> **GOAL OF THE EXERCISE**
Return, in their exact form, the lines that lie between the start of the data below and the line containing "height:2.5px; margin:-1.25px; padding:0", with both ends included.

─── THE RECORDS

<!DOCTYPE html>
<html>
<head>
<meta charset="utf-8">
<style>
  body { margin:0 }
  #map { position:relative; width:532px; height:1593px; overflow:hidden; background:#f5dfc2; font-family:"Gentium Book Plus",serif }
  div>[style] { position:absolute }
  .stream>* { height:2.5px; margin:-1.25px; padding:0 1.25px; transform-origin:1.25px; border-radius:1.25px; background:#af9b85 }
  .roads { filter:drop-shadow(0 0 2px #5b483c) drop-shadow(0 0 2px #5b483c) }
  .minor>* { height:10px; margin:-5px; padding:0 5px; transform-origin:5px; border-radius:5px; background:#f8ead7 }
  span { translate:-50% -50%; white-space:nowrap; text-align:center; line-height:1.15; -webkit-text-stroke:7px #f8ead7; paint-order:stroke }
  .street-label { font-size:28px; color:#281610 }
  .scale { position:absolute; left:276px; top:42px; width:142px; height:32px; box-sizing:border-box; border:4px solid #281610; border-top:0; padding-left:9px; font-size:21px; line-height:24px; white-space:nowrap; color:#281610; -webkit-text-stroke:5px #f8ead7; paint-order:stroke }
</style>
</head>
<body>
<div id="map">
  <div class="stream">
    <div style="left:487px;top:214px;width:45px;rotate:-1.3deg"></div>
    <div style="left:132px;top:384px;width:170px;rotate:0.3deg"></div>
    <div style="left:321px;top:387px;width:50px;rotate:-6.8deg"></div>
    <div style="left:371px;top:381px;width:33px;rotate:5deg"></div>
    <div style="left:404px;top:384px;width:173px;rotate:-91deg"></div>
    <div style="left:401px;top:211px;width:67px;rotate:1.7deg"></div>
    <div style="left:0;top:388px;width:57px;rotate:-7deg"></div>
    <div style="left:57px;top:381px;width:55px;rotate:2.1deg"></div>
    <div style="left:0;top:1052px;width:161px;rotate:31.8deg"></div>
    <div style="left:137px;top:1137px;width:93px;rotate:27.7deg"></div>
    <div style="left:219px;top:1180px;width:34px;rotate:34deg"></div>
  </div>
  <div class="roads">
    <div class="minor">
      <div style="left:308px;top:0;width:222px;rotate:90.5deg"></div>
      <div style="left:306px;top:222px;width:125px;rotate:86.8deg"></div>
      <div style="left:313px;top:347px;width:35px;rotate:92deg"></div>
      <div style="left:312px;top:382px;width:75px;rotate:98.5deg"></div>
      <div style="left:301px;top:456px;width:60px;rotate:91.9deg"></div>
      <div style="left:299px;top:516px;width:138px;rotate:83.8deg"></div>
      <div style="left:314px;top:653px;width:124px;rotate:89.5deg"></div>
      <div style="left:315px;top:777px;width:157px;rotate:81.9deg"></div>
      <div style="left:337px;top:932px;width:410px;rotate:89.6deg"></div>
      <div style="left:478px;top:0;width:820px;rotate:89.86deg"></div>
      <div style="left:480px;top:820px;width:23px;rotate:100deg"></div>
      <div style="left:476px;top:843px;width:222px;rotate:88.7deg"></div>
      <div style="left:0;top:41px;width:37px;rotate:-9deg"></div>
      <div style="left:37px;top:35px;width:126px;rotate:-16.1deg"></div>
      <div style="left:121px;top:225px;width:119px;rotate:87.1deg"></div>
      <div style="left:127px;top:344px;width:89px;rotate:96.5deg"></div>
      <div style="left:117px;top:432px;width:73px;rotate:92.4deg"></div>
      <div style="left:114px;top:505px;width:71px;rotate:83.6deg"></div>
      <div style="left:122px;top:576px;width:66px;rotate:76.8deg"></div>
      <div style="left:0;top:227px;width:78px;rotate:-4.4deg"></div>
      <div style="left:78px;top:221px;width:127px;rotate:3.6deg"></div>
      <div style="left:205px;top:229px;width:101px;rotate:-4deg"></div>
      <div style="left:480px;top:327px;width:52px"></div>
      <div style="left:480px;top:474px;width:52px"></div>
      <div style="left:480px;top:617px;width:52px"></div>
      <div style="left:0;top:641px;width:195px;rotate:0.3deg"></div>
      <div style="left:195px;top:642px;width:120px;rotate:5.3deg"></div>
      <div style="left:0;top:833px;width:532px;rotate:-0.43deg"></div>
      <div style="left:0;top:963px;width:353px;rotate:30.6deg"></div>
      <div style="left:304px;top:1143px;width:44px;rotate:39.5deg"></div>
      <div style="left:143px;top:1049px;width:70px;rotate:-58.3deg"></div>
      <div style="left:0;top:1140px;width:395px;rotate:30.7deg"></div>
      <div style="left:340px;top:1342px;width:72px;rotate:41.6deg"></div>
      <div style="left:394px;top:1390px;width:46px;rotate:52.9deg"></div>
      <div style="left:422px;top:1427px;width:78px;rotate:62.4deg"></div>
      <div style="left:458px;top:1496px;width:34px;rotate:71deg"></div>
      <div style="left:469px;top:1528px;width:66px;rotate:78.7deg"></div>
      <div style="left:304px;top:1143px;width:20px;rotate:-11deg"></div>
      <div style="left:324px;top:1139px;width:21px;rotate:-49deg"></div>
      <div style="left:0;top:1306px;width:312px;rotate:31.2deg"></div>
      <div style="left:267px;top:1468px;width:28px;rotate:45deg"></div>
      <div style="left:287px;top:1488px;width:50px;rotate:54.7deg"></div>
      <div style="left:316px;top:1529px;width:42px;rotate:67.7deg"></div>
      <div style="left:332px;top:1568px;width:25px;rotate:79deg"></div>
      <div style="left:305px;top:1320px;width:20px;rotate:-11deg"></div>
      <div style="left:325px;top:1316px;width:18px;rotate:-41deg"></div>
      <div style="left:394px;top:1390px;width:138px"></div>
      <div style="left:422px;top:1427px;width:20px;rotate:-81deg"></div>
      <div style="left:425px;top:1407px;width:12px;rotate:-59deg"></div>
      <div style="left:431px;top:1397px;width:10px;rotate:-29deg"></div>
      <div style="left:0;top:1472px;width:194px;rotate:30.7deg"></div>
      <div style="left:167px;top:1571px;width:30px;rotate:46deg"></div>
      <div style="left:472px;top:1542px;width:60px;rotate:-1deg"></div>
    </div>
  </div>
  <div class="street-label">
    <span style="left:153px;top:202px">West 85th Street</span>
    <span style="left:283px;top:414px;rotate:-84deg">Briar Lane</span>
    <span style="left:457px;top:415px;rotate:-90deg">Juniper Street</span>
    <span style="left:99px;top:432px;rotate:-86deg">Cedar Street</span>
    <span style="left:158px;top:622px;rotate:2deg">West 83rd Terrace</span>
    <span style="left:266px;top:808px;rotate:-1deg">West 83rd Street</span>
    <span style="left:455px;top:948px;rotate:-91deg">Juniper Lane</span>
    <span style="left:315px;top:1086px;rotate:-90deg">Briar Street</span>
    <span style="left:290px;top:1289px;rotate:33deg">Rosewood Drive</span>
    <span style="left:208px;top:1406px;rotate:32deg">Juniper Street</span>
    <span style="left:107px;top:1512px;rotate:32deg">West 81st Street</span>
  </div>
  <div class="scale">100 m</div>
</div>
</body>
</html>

──────

> **TASK RESULT**
<!DOCTYPE html>
<html>
<head>
<meta charset="utf-8">
<style>
  body { margin:0 }
  #map { position:relative; width:532px; height:1593px; overflow:hidden; background:#f5dfc2; font-family:"Gentium Book Plus",serif }
  div>[style] { position:absolute }
  .stream>* { height:2.5px; margin:-1.25px; padding:0 1.25px; transform-origin:1.25px; border-radius:1.25px; background:#af9b85 }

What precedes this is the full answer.